───── LISTED ENTRIES ─────

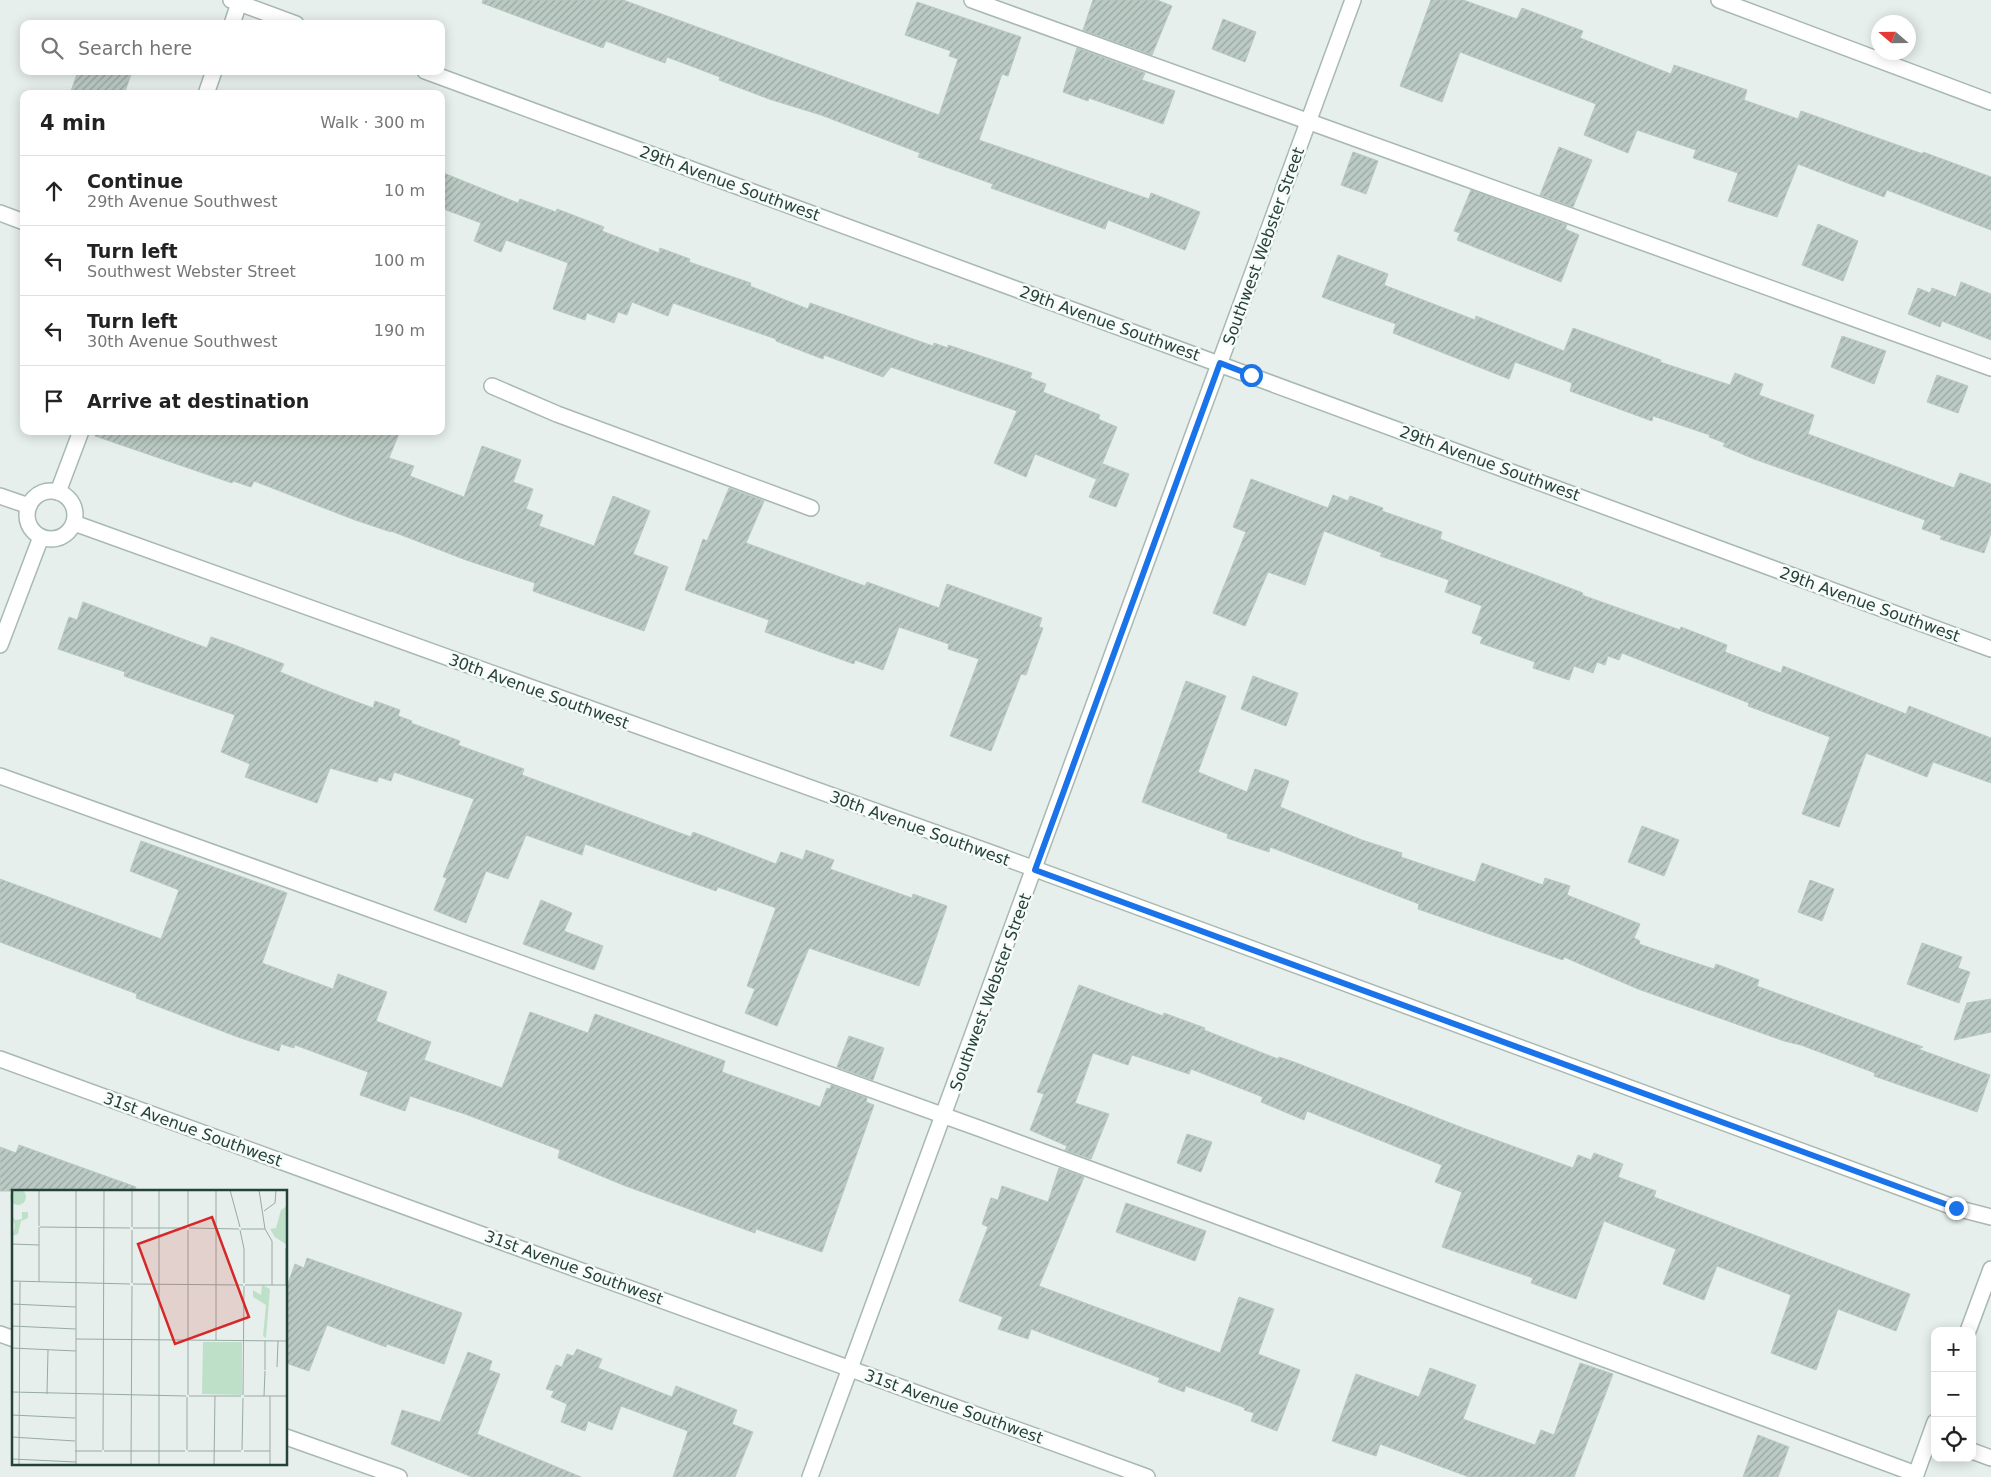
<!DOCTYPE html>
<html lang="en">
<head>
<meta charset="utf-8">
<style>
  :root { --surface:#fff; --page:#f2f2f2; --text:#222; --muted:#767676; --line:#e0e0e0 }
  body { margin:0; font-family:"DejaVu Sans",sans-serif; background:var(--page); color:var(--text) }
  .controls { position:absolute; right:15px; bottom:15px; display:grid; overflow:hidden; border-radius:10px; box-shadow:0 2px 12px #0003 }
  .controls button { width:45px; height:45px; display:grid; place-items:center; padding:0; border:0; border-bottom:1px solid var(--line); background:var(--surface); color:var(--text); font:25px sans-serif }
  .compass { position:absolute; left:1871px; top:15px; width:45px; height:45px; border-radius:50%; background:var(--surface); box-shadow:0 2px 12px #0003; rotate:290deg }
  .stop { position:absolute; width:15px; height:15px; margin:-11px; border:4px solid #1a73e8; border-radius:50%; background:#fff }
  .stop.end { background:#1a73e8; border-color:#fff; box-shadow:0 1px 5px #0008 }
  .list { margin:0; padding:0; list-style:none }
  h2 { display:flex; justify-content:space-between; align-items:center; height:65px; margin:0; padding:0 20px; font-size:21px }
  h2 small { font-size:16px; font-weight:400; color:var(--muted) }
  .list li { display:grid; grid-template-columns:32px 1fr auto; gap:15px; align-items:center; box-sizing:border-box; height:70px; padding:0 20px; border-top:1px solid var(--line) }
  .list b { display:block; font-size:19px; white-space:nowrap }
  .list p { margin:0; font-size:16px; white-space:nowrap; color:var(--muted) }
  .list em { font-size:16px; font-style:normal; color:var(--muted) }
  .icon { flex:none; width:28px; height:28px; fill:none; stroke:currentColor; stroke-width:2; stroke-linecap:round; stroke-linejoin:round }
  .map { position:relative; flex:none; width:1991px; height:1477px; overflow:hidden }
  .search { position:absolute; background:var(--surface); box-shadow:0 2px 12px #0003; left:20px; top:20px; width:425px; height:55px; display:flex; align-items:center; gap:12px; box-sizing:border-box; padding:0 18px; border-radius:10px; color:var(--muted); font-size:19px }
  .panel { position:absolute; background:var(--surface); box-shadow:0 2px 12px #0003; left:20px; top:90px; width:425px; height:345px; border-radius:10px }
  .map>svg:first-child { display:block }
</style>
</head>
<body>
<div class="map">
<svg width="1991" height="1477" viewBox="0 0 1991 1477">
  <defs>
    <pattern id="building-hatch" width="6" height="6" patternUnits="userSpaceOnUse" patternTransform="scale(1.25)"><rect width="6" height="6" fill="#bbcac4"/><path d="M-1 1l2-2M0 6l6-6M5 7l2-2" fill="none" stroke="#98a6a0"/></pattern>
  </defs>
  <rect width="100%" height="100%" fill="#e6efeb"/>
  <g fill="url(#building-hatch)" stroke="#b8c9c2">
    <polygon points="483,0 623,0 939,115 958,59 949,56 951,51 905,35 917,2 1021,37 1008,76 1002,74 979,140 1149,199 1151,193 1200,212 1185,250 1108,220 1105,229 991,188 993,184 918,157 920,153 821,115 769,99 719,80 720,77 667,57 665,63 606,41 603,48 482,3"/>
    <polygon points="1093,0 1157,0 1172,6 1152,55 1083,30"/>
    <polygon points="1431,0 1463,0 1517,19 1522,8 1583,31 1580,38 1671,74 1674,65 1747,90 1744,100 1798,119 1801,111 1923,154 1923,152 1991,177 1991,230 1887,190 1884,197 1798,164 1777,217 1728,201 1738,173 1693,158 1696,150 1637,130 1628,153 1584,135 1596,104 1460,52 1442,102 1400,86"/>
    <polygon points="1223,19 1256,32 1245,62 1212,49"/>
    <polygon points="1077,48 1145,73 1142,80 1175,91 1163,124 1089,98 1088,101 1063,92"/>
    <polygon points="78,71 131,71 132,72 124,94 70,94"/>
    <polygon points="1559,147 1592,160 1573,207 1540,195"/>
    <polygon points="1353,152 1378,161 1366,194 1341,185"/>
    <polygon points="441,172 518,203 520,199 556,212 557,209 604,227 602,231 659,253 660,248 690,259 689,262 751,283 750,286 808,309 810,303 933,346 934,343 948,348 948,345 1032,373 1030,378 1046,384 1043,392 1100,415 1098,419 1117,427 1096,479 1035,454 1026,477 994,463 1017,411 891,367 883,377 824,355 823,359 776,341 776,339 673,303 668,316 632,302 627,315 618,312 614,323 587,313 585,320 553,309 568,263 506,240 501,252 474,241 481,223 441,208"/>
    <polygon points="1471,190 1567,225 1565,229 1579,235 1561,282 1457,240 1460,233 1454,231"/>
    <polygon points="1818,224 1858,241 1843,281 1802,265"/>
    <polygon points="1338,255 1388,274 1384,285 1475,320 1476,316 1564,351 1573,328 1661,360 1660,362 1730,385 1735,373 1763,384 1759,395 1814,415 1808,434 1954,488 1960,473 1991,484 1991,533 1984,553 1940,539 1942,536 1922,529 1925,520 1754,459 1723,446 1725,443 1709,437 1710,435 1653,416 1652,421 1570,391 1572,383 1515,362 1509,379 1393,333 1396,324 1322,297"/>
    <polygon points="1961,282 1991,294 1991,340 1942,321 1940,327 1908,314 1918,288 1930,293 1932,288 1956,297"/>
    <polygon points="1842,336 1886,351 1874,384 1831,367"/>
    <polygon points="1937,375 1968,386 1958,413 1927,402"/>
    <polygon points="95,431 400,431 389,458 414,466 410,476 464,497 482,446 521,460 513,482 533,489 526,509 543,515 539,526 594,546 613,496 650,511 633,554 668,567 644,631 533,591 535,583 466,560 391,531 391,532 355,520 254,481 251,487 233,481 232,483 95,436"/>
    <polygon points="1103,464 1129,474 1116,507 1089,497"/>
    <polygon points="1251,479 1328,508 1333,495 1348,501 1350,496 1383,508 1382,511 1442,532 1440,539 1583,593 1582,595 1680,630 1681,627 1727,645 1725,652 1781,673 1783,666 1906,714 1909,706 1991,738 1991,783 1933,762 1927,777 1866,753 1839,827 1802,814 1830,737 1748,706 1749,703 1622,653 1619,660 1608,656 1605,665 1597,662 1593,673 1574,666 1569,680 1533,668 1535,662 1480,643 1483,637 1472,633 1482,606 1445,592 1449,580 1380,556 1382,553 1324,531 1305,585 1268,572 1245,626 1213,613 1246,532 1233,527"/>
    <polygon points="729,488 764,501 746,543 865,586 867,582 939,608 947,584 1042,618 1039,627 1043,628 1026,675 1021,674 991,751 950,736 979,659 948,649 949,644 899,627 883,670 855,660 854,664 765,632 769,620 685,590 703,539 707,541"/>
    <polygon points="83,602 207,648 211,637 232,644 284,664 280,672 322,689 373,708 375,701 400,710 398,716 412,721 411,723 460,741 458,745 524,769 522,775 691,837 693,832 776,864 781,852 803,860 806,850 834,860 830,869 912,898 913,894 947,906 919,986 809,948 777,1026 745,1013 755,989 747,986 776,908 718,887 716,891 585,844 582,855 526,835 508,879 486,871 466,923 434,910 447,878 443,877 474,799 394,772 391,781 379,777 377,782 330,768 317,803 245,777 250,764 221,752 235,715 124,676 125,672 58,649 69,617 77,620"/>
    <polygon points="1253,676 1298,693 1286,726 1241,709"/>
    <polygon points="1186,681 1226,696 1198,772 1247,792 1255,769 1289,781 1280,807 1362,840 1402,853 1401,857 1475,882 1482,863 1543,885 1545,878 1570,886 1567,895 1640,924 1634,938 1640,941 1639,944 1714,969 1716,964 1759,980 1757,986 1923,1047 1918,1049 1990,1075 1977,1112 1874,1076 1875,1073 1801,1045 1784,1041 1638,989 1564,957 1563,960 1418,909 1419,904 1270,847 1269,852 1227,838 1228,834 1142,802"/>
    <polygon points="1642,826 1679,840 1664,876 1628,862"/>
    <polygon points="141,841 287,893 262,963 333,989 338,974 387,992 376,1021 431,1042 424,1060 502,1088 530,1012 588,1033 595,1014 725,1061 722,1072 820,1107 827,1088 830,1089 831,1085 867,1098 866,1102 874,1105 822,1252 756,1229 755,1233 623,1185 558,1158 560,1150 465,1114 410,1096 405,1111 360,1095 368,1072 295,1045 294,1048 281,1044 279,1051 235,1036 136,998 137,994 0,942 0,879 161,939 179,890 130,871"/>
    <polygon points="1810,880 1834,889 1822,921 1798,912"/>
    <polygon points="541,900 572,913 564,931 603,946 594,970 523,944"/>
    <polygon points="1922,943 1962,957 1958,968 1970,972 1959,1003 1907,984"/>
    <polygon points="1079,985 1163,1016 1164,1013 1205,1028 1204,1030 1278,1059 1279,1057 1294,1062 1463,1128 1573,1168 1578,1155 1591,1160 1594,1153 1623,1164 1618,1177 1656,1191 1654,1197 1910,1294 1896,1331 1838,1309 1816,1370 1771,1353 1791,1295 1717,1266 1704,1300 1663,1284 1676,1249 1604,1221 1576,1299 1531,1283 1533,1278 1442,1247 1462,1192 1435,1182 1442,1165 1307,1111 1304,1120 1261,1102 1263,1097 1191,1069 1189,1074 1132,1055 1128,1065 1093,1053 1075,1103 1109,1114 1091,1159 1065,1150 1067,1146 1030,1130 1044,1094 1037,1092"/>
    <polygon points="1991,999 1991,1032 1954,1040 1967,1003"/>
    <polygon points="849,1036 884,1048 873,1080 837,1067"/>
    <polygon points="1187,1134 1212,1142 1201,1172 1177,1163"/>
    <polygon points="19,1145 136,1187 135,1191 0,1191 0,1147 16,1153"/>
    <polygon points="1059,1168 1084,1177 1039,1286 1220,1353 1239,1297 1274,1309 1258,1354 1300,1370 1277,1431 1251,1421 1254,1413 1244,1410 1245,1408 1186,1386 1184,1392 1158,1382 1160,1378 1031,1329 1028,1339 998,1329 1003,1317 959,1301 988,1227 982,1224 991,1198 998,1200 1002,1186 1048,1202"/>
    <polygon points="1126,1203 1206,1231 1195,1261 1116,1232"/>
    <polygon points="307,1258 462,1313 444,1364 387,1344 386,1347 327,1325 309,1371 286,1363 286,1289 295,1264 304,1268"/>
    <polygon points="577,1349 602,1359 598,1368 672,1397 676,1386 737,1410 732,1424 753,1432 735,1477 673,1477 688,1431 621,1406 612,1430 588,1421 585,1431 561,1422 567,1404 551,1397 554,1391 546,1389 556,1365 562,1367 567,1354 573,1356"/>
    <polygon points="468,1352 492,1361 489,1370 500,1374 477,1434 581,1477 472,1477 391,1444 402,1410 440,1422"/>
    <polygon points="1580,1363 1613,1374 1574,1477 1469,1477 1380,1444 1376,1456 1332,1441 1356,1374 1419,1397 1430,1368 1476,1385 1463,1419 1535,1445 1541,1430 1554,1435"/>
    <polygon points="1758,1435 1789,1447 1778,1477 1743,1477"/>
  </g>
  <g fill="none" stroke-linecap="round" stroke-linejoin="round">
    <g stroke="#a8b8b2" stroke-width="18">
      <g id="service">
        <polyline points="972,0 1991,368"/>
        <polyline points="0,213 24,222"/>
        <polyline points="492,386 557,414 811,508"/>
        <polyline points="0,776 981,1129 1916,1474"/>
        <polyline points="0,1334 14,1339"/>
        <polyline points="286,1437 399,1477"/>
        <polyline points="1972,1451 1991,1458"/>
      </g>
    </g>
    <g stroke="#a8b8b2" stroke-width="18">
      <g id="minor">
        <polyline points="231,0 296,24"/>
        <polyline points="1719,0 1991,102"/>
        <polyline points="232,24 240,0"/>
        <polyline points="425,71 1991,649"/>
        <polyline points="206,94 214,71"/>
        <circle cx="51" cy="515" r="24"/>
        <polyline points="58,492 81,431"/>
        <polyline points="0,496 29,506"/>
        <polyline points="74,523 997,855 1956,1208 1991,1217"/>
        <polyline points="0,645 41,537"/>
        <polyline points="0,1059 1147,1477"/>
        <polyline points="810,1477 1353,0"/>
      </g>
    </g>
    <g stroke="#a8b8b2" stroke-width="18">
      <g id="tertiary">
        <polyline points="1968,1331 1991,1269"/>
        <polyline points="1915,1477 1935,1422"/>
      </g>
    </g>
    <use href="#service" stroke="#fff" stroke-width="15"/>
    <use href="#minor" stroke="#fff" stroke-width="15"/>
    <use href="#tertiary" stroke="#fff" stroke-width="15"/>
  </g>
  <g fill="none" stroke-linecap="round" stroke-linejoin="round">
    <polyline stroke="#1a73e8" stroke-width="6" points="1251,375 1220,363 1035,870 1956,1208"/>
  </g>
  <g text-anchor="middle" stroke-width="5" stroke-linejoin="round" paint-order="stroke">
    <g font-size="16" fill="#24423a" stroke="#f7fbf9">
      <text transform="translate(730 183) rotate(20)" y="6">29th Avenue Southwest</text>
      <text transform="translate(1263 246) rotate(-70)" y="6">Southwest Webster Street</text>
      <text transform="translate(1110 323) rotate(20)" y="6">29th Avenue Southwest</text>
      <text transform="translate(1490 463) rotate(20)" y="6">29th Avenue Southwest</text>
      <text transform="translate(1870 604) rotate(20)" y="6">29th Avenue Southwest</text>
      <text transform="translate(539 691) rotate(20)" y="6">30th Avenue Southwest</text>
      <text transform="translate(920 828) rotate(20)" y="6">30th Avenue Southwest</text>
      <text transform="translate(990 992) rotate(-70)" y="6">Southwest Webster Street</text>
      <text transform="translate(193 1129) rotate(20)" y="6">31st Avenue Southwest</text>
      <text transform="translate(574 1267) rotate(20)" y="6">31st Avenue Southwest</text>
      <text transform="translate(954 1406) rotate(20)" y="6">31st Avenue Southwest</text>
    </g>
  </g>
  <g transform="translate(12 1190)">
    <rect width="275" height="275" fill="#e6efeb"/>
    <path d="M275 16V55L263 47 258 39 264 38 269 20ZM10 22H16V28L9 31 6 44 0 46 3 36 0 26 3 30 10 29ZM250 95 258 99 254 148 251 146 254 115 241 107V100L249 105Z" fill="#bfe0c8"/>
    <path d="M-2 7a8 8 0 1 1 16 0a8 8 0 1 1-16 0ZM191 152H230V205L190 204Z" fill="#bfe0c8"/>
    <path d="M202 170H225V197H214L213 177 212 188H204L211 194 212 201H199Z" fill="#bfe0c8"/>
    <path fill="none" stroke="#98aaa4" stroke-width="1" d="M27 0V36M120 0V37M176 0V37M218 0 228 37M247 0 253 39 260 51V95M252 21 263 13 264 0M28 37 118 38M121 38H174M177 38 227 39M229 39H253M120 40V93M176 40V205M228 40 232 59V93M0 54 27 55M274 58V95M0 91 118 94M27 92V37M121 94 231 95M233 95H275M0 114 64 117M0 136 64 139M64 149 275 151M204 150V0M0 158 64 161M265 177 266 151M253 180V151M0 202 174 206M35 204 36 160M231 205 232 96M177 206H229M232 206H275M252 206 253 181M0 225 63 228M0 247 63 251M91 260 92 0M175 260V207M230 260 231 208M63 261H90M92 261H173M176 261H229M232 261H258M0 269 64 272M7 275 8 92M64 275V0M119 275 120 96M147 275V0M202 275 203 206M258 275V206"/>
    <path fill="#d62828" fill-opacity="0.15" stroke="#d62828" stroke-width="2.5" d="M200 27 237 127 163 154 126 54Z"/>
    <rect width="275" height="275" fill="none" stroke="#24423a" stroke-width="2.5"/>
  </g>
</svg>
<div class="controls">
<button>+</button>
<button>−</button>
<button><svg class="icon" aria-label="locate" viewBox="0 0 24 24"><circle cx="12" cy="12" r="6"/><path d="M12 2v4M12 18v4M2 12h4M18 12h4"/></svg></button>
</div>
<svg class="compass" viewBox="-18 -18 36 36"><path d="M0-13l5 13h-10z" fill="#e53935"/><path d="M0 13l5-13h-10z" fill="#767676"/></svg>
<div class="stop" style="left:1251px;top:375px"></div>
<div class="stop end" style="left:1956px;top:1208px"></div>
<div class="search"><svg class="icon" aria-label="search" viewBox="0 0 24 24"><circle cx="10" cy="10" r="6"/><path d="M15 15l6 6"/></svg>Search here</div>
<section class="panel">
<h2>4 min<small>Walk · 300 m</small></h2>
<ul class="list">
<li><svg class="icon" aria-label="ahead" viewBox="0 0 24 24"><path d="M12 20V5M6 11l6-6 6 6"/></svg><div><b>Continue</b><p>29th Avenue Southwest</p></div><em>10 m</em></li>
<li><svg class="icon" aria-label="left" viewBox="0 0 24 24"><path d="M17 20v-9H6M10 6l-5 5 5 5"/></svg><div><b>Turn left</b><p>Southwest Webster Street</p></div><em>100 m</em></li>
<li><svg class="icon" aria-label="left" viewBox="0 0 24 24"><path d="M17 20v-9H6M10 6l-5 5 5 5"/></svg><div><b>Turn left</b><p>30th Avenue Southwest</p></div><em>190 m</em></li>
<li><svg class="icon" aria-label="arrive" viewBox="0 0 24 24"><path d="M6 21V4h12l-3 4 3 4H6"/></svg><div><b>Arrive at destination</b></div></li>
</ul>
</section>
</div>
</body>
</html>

─────

> _TASK STATEMENT_:
Across the data, find each line that has "sans" in it and copy that line.

> _FINISHED EXERCISE_:
  body { margin:0; font-family:"DejaVu Sans",sans-serif; background:var(--page); color:var(--text) }
  .controls button { width:45px; height:45px; display:grid; place-items:center; padding:0; border:0; border-bottom:1px solid var(--line); background:var(--surface); color:var(--text); font:25px sans-serif }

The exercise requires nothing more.